* **Problem description**
Among the records below, which lines contain the string "value"? Report them.

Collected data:
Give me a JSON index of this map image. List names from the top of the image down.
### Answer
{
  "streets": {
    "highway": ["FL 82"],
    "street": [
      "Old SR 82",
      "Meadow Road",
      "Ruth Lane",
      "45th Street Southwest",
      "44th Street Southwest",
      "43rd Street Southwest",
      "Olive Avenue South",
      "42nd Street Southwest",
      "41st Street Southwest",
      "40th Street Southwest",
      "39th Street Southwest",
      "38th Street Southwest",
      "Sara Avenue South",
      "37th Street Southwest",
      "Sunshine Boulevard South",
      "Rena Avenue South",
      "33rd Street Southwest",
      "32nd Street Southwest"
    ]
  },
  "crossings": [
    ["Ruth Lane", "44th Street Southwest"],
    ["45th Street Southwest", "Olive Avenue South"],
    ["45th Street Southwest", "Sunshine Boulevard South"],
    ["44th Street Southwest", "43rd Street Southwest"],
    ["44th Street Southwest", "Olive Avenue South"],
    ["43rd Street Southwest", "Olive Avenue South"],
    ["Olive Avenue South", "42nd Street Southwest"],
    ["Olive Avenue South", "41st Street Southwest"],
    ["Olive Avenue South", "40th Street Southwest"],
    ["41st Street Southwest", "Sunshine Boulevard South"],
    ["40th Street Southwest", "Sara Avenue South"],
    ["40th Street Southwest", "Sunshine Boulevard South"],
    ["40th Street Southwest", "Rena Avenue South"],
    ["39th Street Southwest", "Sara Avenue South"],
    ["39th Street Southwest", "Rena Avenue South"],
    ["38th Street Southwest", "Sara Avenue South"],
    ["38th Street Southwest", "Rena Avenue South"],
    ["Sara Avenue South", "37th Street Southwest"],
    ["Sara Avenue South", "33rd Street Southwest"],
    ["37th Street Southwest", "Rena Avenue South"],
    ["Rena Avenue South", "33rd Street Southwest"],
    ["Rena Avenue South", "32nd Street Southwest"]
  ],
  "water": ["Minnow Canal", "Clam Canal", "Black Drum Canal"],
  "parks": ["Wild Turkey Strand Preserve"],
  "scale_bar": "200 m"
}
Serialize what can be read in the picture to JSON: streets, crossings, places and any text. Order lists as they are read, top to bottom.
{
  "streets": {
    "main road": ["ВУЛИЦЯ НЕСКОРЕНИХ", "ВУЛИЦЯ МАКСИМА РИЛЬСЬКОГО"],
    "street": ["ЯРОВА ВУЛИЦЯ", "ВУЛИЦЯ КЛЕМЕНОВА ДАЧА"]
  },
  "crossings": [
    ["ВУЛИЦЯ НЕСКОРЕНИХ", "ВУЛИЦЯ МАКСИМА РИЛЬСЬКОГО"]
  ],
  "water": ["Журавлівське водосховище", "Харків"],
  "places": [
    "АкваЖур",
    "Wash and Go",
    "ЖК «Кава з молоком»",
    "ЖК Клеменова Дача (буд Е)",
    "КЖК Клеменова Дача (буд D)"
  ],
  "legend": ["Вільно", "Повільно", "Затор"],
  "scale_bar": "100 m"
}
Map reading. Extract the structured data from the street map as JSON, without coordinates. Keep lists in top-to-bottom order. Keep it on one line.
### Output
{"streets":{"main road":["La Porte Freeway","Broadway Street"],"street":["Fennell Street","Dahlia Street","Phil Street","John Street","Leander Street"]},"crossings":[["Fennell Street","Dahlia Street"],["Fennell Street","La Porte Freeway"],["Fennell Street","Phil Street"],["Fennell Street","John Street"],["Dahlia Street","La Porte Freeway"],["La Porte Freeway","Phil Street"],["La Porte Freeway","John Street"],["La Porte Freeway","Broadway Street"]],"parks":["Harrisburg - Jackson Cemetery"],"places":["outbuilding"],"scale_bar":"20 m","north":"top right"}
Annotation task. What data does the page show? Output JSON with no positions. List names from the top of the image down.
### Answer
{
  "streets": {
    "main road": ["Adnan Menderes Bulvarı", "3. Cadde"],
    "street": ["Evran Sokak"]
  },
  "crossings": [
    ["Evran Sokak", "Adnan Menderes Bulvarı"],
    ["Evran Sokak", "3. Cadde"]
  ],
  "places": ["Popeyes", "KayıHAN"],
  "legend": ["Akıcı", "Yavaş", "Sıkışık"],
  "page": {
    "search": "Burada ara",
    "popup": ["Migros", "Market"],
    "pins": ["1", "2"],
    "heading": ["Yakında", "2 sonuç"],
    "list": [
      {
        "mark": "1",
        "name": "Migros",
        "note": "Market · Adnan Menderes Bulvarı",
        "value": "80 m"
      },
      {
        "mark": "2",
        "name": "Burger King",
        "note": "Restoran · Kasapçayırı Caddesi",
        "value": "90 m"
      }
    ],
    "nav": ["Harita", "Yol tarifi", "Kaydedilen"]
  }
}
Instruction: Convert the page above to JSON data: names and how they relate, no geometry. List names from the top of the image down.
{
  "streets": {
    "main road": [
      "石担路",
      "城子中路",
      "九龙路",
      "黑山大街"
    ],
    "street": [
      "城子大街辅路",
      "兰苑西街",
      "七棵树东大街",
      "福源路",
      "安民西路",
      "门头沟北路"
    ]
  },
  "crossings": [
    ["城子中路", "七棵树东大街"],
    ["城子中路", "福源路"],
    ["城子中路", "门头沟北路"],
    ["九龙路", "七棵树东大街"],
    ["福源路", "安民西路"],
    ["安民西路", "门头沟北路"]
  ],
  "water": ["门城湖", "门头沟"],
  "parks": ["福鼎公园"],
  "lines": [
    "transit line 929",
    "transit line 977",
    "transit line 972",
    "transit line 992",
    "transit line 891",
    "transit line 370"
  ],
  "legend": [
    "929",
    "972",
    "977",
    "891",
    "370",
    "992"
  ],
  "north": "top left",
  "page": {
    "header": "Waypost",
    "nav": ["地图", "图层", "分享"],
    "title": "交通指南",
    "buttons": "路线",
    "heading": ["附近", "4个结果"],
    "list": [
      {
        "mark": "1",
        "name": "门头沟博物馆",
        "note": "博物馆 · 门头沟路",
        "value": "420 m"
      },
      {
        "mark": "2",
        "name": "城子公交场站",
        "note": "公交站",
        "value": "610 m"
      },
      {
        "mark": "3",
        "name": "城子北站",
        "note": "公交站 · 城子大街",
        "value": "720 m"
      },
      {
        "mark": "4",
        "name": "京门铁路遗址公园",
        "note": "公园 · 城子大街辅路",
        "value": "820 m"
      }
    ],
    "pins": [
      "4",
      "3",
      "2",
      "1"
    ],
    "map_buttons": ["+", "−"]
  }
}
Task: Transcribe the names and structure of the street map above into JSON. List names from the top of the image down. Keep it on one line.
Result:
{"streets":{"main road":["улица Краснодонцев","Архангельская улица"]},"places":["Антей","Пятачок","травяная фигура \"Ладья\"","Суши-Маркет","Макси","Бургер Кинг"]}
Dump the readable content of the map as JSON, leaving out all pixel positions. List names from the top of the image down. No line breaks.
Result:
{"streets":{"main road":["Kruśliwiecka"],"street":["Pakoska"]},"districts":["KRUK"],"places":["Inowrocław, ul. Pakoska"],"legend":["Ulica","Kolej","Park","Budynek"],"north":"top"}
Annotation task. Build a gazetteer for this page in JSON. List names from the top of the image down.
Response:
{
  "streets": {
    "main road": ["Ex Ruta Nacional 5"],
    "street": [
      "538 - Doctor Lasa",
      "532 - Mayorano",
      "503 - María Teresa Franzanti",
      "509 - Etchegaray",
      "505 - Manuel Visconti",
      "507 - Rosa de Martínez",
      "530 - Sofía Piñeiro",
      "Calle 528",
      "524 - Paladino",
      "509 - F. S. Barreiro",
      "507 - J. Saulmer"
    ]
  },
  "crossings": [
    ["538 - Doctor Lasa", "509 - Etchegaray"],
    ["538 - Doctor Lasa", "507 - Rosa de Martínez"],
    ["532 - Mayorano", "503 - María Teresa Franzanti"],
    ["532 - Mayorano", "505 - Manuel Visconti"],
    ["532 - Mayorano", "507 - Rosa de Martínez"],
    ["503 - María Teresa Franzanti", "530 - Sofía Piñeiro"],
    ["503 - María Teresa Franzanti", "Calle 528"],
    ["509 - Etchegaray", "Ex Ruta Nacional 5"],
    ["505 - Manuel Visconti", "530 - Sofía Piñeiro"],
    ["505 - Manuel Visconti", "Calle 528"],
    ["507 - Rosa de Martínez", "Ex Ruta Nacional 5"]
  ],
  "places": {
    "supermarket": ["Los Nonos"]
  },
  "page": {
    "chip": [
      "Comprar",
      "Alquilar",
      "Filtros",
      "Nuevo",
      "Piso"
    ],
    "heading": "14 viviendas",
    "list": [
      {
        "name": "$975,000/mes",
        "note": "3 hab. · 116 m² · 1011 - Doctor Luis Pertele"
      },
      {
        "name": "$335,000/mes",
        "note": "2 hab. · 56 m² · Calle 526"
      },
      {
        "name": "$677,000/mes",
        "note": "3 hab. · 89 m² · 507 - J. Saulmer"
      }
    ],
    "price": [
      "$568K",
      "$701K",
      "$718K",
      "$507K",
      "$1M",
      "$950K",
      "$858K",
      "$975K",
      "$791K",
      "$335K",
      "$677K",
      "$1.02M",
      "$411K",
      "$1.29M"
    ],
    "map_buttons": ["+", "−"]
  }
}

* **Written response**
        "value": "80 m"
        "value": "90 m"
        "value": "420 m"
        "value": "610 m"
        "value": "720 m"
        "value": "820 m"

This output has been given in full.